All devices must be in INSTALL mode, if not conversion from BUNDLE must be done. The program has an operation for that.
Python version 3.10.12 or above.
Python packages (pip install -r requirements.txt).
Tested on Catalyst 9000 family with IOS-XE 17.x software. However, it's quite likely it works well on Catalyst 8000 router family as well.

2.2 Installation

# Get the code.
git clone https://github.com/timo-juhani/lan_upgrade.git

# Check that Python is installed.
python -V

# Install pip and venv.
sudo apt install python3-pip
pip install virtualenv

# Create a virtual environment.
python -m venv lan-upgrade

# Activate virtual environment.
source lan-upgrade/bin/activate

# Install required packages.
pip install -r requirements.txt

2.3 Installation with Docker

Sometimes it's a pain in the butt to deal with all Linux and Python dependencies. Especially so if you're using the program without Internet connectivity. In those case Docker image becomes handy. To bypass this via dolorosa build yourself a container that is easy to port between hosts regardless of Internet access.

# Build the image.
docker build -t lan-upgrade .

# Confirm.
docker images
docker run lan-upgrade -h

3. Working with Devices

There are two ways to work with the program: 1) inventory mode and 2) HOST mode. The first one uses a .csv file called inventory.csv which resides in the folder root by default. Both ways are fairly easy to work with. The second one i.e. HOST mode accepts device parameters as shell arguments which is handy if you are only dealing with a single device and/or don't care about managing a separate inventory file.

3.1 Credentials

SSH username:password combination is used. It can be either provided as a shell argument (raw or env variable for instance) or as a user input while the program runs.

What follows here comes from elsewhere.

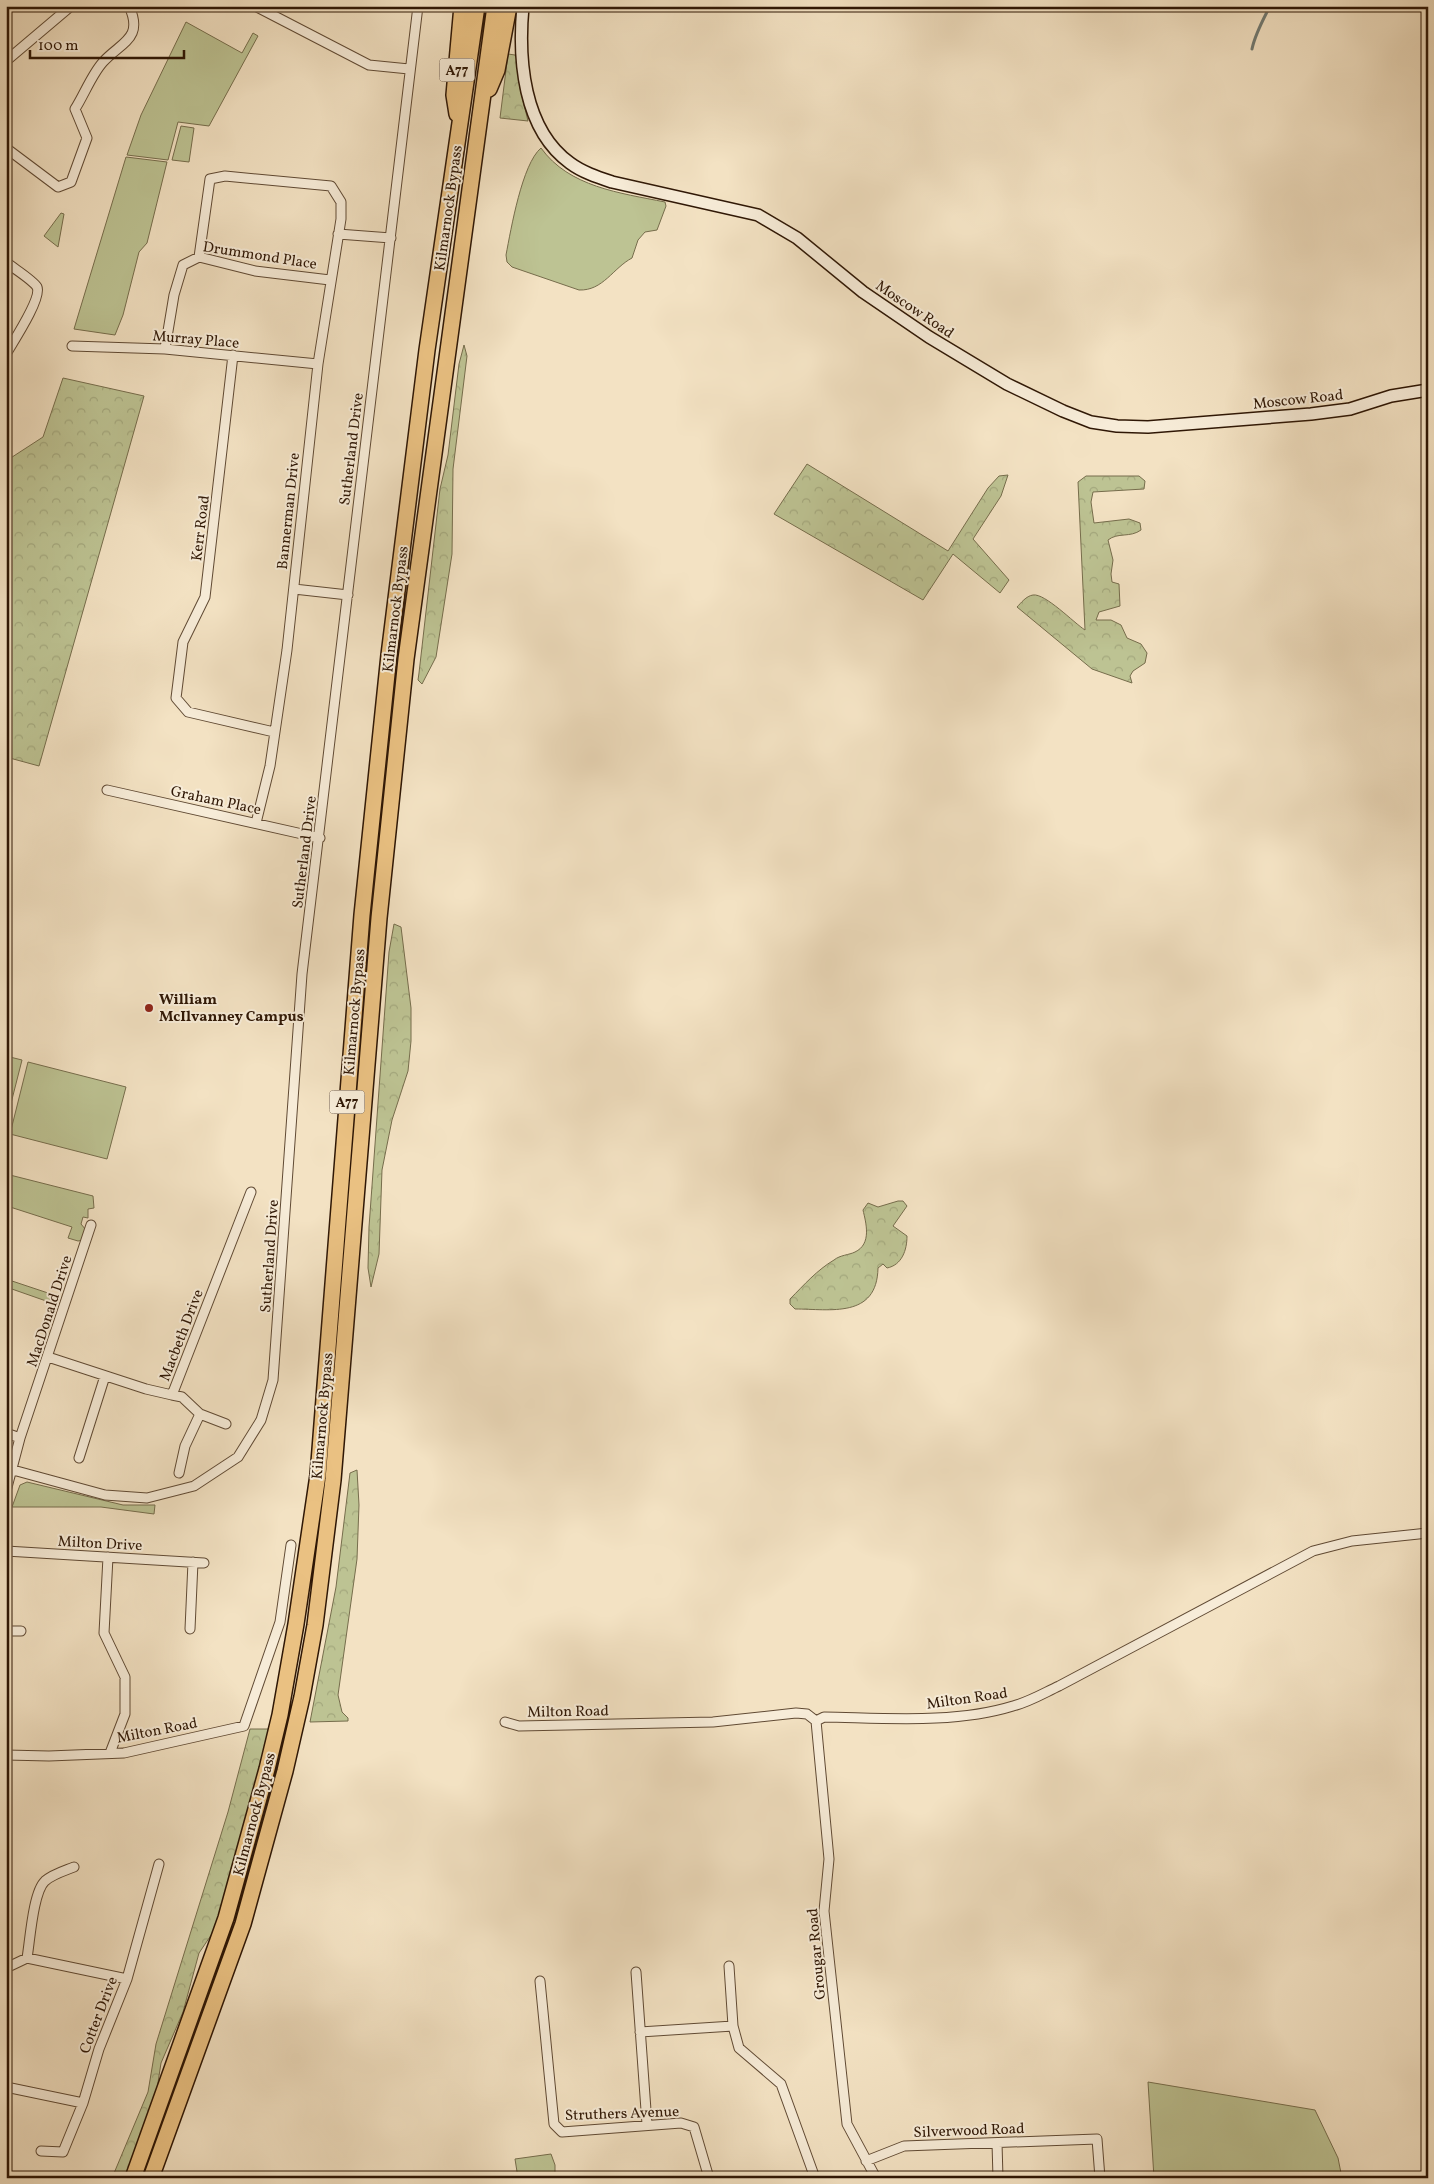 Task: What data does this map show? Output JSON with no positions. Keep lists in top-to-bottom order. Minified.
{"streets":{"highway":["A77","Kilmarnock Bypass"],"street":["Drummond Place","Moscow Road","Murray Place","Sutherland Drive","Bannerman Drive","Kerr Road","Graham Place","MacDonald Drive","Macbeth Drive","Milton Drive","Milton Road","Grougar Road","Cotter Drive","Struthers Avenue","Silverwood Road"]},"crossings":[["A77","Kilmarnock Bypass"],["Drummond Place","Murray Place"],["Drummond Place","Bannerman Drive"],["Murray Place","Bannerman Drive"],["Murray Place","Kerr Road"],["Sutherland Drive","Graham Place"],["Sutherland Drive","MacDonald Drive"],["Bannerman Drive","Kerr Road"],["Bannerman Drive","Graham Place"],["MacDonald Drive","Macbeth Drive"],["Milton Road","Grougar Road"],["Grougar Road","Silverwood Road"]],"places":["William McIlvanney Campus"],"scale_bar":"100 m"}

./lan_upgrade.py -u admin -p pass123 -I activate

3.2 Inventory Mode

In inventory mode you just punch in the device parameters in .csv format (please see the sample) and let the code rely on them. Parameters required are the ones you probably expected:

IP Address: Management IP address of the target device.
OS: Operating system using Netmiko's value list. At the moment, only cisco_xe is supported by the program.
Hostname: The name of the target device. This is simply makes the logging output more readable. The program runs multi-threading so as an operator it's great to see which device is in which step of the process without losing the picture as threads come and go.
Target Image: The filename of the target binary, for example: cat9k_lite_iosxe.17.09.04a.SPA.bin
Upgrade: yes/no to flag whether you are planning to upgrade the device. The program won't upgrade anything unless you explicitly give a permission. This is to keep the pistol in holster and not to cause unplanned outage due to unfortunate moments of weak decision making.

# Inventory mode is enabled with -I flag
./lan_upgrade.py -I activate

It's a good idea to initially choose "no" as "upgrade" value for all devices in your inventory so that you can get familiar with the tool without sweating about the misfired upgrade.

3.3 HOST Mode

In HOST mode you just provide same parameters as in inventory mode but the method of doing that is via shell intead of using inventory.csv. The only difference is that in HOST mode there is no "upgrade" argument. The simple expectation is that when you choose to use HOST mode you have made a decision that the device is good to be upgraded if you run anything but info operations on it.

# HOST mode requires setting the right flags. If it looks like a cluster mess, think of using env 
# variables, a shell alias or a shell script - there are many ways to streamline the process to your
# taste.
# H = hostname
# O = operating system, at this point only cisco_xe supported
# S = software binary which is stored in folder root
# T = target device's management IP address
./lan_upgrade.py -H sdn-e30 -O cisco_xe -S cat9k_lite_iosxe.17.09.04a.SPA.bin -T 10.1.106.11 info -s

4. Gathering Info for Upgrades

4.1 Alive Test

Alive test keeps testing the devices with Ping until they respond again. This is handy during those long moments when devices are, for instance, rebooting after an upgrade. Furthermore, it makes sense to start the upgrade process by checking all your devices responding from their IP addresses.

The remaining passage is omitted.